Madagascar se tourne vers l'Égypte pour attirer de nouveaux capitaux. Une table ronde organisée début août 2026 à Antananarivo a réuni des représentants de la GAFI (Egyptian General Authority for Investment and Free Zones) et les grandes fédérations patronales malgaches, dans un contexte de besoin urgent d'investissements structurants pour l'île.
Des projets « complets, structurés et durables »
Le chef de l'État malgache, le Colonel Michaël Randrianirina, a accueilli la délégation égyptienne en fixant d'emblée la barre : Madagascar n'est pas à la recherche de simples financements. L'île veut des « projets complets, bien structurés et durables ». Autrement dit, des partenaires qui s'impliquent dans la durée — et pas des investisseurs passagers.

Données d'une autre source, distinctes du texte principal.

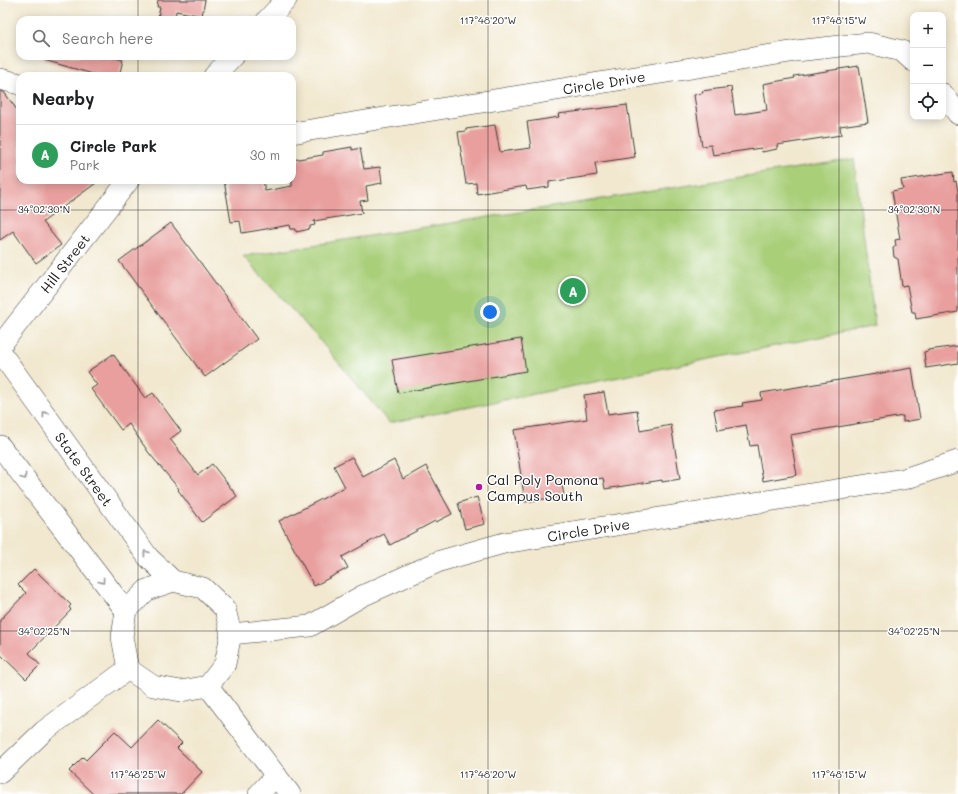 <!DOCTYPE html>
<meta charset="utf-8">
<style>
body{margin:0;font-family:Mali,sans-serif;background:#f2f2f2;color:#202124}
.controls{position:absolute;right:12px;top:12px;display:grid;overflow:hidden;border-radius:8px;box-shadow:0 2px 10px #0003}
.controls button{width:36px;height:36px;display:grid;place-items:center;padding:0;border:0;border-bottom:1px solid #e0e0e0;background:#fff;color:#202124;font:20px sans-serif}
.you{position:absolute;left:490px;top:312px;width:14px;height:14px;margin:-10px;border:3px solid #fff;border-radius:50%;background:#1a73e8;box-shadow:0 0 0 6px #1a73e833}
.badge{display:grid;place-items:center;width:26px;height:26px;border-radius:50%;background:#ea580c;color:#fff;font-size:13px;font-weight:700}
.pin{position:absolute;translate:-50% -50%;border:2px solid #fff;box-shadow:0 1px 4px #0006}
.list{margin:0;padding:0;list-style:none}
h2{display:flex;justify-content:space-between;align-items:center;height:52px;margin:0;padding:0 16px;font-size:17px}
h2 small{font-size:13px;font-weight:400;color:#757577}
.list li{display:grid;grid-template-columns:26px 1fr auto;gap:12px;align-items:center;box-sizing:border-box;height:60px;padding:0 16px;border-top:1px solid #e0e0e0}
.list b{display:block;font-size:15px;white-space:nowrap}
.list p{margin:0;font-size:13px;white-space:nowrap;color:#757577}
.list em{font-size:13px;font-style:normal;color:#757577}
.icon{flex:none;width:22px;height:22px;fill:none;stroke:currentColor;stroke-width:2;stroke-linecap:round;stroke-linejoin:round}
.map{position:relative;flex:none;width:958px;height:794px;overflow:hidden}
.search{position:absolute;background:#fff;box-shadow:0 2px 10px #0003;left:16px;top:16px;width:280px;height:44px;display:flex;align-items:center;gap:10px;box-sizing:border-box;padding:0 14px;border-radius:12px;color:#757577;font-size:15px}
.panel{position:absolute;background:#fff;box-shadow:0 2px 10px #0003;left:16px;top:72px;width:280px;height:112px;border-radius:12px}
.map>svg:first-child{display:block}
.green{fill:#a9cf79;stroke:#62764a}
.building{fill:#e89f9d}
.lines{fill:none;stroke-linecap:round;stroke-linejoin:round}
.minor-casing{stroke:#3c3b37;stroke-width:22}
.minor{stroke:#fff;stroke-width:21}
.oneway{stroke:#999}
.ticks{fill:none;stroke:#1c1c1c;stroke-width:1;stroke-opacity:0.45}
.poi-dot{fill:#b5179e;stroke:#fff;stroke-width:1.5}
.labels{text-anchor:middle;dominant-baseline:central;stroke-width:3;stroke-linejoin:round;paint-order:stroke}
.street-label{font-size:14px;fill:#1c1c1c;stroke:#fff}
.poi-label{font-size:14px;fill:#1c1c1c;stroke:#fff;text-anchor:start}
.ticks-label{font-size:10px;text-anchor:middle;fill:#1c1c1c;stroke:#fff;stroke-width:3;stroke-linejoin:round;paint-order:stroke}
</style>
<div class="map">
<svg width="958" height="794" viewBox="0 0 958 794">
<rect width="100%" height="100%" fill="#fff"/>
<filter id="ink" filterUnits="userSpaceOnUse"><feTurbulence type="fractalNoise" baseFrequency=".025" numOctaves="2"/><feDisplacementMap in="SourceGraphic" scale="8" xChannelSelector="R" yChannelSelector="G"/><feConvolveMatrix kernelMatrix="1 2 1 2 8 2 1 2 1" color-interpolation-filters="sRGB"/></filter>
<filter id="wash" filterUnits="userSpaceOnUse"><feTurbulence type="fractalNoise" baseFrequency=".012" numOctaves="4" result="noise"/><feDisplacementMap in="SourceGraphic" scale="16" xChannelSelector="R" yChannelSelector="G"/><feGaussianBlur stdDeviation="0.9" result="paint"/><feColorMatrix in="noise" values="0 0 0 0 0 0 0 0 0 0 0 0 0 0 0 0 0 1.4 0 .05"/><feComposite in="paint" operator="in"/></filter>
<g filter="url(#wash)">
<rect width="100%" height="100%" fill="#f1e8cf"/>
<path class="green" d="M854,159L875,326L389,423L317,337L243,256Z"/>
<g id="blocks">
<path class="building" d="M158,0H205L202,16L176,11L175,20L158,18L160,7H157Z
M45,56H107L123,60L119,76H100L44,60Z
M859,66L868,122L840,126L841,135L777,145V149L762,152L761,148L713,155L711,145L702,146L694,95L703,93L702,91L731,87L735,115L767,110L763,84L795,78L794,76Z
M0,91L4,92L20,114V180H100L43,222L61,245L36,263L13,231L0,240Z
M627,105L635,157L595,163L597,175L549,182V187L527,190L526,186L477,194L476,183L466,184L458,132L466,131V129L495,125L500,152L531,148L527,122L559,117L558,114Z
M352,147V150L360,148L364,169L380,167L382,183L366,186L368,200L360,201L362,213L314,221L315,225L310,226V229L296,232V229H291L290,225L242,233L240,221L231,222L224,180H263L265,191L292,186V160L323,155V152Z
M953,172L954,182L956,181L958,191V312L916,319L915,312H912L907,285L902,286L898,259L894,257L893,248L896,246L895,240L900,239L892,191L903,189L901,180Z
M171,223L257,339L205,377L119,261Z
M521,339L526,371L398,393L392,360Z
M958,346V363L926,368L924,352L928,351V350Z
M113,354L145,398L153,393L181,431L170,439L198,475L212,464L237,496L202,522L178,490L179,489L149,453L129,424L121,430L91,389L97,385L87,372Z
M912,368L920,419L903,422V416L790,435L797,475L763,481L757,445L750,446L746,425L718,430L714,410L743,406L742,403L762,400L761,393Z
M604,392L608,414L637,410L640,431L671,425L680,479L662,482V480L605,489L603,478L562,484L564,496L525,502L514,430L587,419L584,395Z
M352,457L363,477L394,460L403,479L426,466L452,514L436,522L435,521L390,545L384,534L342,557L348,568L314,586L279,521L345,487L334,466Z
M477,497L485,524L465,529L458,503Z
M34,569L71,605L69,607L71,610L29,653L40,665L26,679L0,654V620L26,593L18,585Z
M158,720L182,743L177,748L202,772L181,794H93L69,771L83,757L86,760L115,731L132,747Z"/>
</g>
</g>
<g filter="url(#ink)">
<use href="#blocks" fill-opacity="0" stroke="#3c3b37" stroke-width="1"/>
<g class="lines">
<g class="minor-casing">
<g id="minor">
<path d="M267,20L286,0"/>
<path d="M214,76L233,56"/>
<path d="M0,79L20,84"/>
<path d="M943,94L958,114"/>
<path id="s1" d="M292,133L796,51L868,43L902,51L913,61"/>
<path id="s2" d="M0,346L129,180"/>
<path id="s3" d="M0,352L148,557L173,581"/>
<path d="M0,446L126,611"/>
<path d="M173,581L203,588L225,609L231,634L225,664L208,686L181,691L153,686L128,669L122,637L126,611L147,590Z"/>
<path id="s4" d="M231,634L310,626L362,596L440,561L504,543L904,479L958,461"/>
<path d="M208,686L290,794"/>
<path d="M0,773L44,731L128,669"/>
<path d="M259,794L276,775"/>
</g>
</g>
<use href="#minor" class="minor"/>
</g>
<defs><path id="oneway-chevron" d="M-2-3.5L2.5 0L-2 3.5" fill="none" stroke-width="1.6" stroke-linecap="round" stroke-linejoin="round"/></defs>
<g class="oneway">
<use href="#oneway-chevron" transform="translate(45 414) rotate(-126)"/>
<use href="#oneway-chevron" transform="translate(24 477) rotate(53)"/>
<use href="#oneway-chevron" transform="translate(146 553) rotate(-127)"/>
<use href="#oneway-chevron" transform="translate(102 581) rotate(53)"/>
</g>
</g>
<path class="ticks" d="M138,0V20M488,0V794M839,0V794M138,56V76M138,180V794M0,210H958M0,631H958"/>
<circle class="poi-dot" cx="479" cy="487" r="4"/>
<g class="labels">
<g class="street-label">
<text stroke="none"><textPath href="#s1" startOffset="316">Circle Drive</textPath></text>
<text stroke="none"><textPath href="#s2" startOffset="105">Hill Street</textPath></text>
<text stroke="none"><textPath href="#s3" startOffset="144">State Street</textPath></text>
<text stroke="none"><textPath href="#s4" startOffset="377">Circle Drive</textPath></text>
</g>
<g class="poi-label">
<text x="487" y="479">Cal Poly Pomona<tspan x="487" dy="16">Campus South</tspan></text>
</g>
</g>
<g class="ticks-label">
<text x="488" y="24">117°48'20"W</text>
<text x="839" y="24">117°48'15"W</text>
<text x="44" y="213">34°02'30"N</text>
<text x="914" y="213">34°02'30"N</text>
<text x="44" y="635">34°02'25"N</text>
<text x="914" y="635">34°02'25"N</text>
<text x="138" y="778">117°48'25"W</text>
<text x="488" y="778">117°48'20"W</text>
<text x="839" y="778">117°48'15"W</text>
</g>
</svg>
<div class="controls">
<button>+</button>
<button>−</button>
<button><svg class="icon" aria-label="locate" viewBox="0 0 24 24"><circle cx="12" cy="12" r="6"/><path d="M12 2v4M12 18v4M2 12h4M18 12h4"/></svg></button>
</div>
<div class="you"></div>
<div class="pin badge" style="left:573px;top:291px;background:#2e9e5b">A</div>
<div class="search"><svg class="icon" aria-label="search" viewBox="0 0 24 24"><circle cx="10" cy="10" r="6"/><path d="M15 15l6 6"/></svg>Search here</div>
<section class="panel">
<h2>Nearby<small></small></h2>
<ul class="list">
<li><span class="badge" style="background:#2e9e5b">A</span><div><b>Circle Park</b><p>Park</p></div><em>30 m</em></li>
</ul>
</section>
</div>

Trois secteurs prioritaires ont été mis en avant lors des discussions : l'énergie, les infrastructures logistiques, et les grands projets structurants capables de répondre aux défis systémiques du pays. L'Égypte, dont la GAFI a développé une expertise reconnue dans l'accompagnement des investissements vers l'Afrique, constitue pour Antananarivo un partenaire potentiellement stratégique dans ces domaines.
Un cahier des charges exigeant pour les investisseurs
Le gouvernement malgache a posé des conditions claires aux futurs partenaires : transfert de technologie, formation des personnels locaux, création d'emplois décents, coopération avec les entreprises malgaches et respect des normes environnementales et fiscales. Une approche qui tranche avec les accords passés parfois critiqués pour leur manque de retombées locales.
Le Groupement des entreprises de Madagascar (Gem) et le Groupement des entreprises franches et partenaires (GEFP), les deux principales fédérations patronales, étaient associées aux discussions. Leur présence témoigne d'une volonté d'articuler l'investissement étranger avec l'appareil productif local existant.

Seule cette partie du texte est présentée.